The garbage collector (or GC) is the component of the CMUCL runtime that is responsible for recycling dynamically allocated memory. The GC traverses the lisp heap, starting from the roots (global variables, contents of the lisp stack, contents of the register file) and follows references to identify objects that are reachable. The memory occupied by objects that are no longer reachable (called garbage) is made available for reuse.
When CMUCL is started, the runtime reserves a number of contiguous
regions of address space for the lisp heap. The lisp heap is divided
into dynamic, static and read-only spaces. The size of these spaces
is fixed on startup (which is why CMUCL looks like it uses a huge
amount of memory right after being started -- in fact it is just
reserving address space, and will only use the memory if necessary).
The size of the dynamic space can be set by the
-dynamic-space-size
commandline option.
Newly created objects (both code and data) are allocated in the
dynamic space. They may be moved to static or read-only space by the
function purify
(that is run when
you save a new lisp heap). The garbage collector only scans dynamic
space.
Precise and conservative collectors
On platforms other than x86, CMUCL uses a precise collector. This means that when tracing references through memory to determine which objects are not reachable from the roots, it is able to determine exactly which objects are not reachable (and thus available for reuse).

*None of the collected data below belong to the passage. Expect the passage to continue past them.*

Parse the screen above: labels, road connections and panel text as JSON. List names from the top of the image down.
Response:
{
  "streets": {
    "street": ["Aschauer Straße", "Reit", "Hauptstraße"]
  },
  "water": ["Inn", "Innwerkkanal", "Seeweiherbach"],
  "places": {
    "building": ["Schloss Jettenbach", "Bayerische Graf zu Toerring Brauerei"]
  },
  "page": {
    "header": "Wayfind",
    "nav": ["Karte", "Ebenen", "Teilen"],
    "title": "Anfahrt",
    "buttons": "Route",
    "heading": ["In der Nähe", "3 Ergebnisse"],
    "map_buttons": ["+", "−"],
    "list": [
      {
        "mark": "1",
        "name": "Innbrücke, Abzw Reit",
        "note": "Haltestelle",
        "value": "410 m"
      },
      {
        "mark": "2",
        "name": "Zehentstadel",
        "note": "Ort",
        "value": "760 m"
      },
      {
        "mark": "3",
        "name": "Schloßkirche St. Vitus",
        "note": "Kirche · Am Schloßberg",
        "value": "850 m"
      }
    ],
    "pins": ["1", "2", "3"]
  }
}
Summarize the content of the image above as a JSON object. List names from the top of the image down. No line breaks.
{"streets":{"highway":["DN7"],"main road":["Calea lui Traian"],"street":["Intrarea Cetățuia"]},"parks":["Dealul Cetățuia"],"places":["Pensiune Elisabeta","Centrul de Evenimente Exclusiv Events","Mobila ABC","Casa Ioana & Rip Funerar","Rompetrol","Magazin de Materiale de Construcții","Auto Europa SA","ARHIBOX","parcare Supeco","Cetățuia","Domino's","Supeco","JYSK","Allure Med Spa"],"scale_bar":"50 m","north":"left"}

In contrast, CMUCL uses a conservative collector on x86 platforms. This means that when tracing references through memory the GC is not always able to determine whether a given memory location contains a reference (which it should follow for reachability analysis), or just data (which it shouldn't follow). In these situations where the GC cannot decide, it is cautious (or conservative) and assumes that the location contains a reference. This means that in some cases the conservative GC is unable to reclaim storage that is actually garbage, which leads to wasted memory. However, this leakage is often only temporary, since the register or the stack location that was mis-interpreted will likely be overwritten by the execution of the program. Experience shows that this "leakage" is rarely a significant problem in most applications.
Why use a conservative collector given its disadvantages over a precise collector? On platforms that use a precise garbage collector, CMUCL partitions the register file into descriptor registers (which contain references to lisp objects) and non-descriptor registers (containing machine integers, untagged fixnums, characters, etc). This means that when a garbage collection occurs, it knows exactly which registers should be included as roots of the reachability analysis. Furthermore, the lisp stack (containing call frames) is separate from the C stack (containing foreign frames, signal handler contexts, etc), so the scan of the stack for roots can be done exactly. The x86 platform has such a pitiful number of available registers that it would be unreasonable to partition the register file in this way; this is why a conservative collector is used. Furthermore, on x86 platforms the lisp stack is shared with the C stack, so the stack must also be scavenged conservatively.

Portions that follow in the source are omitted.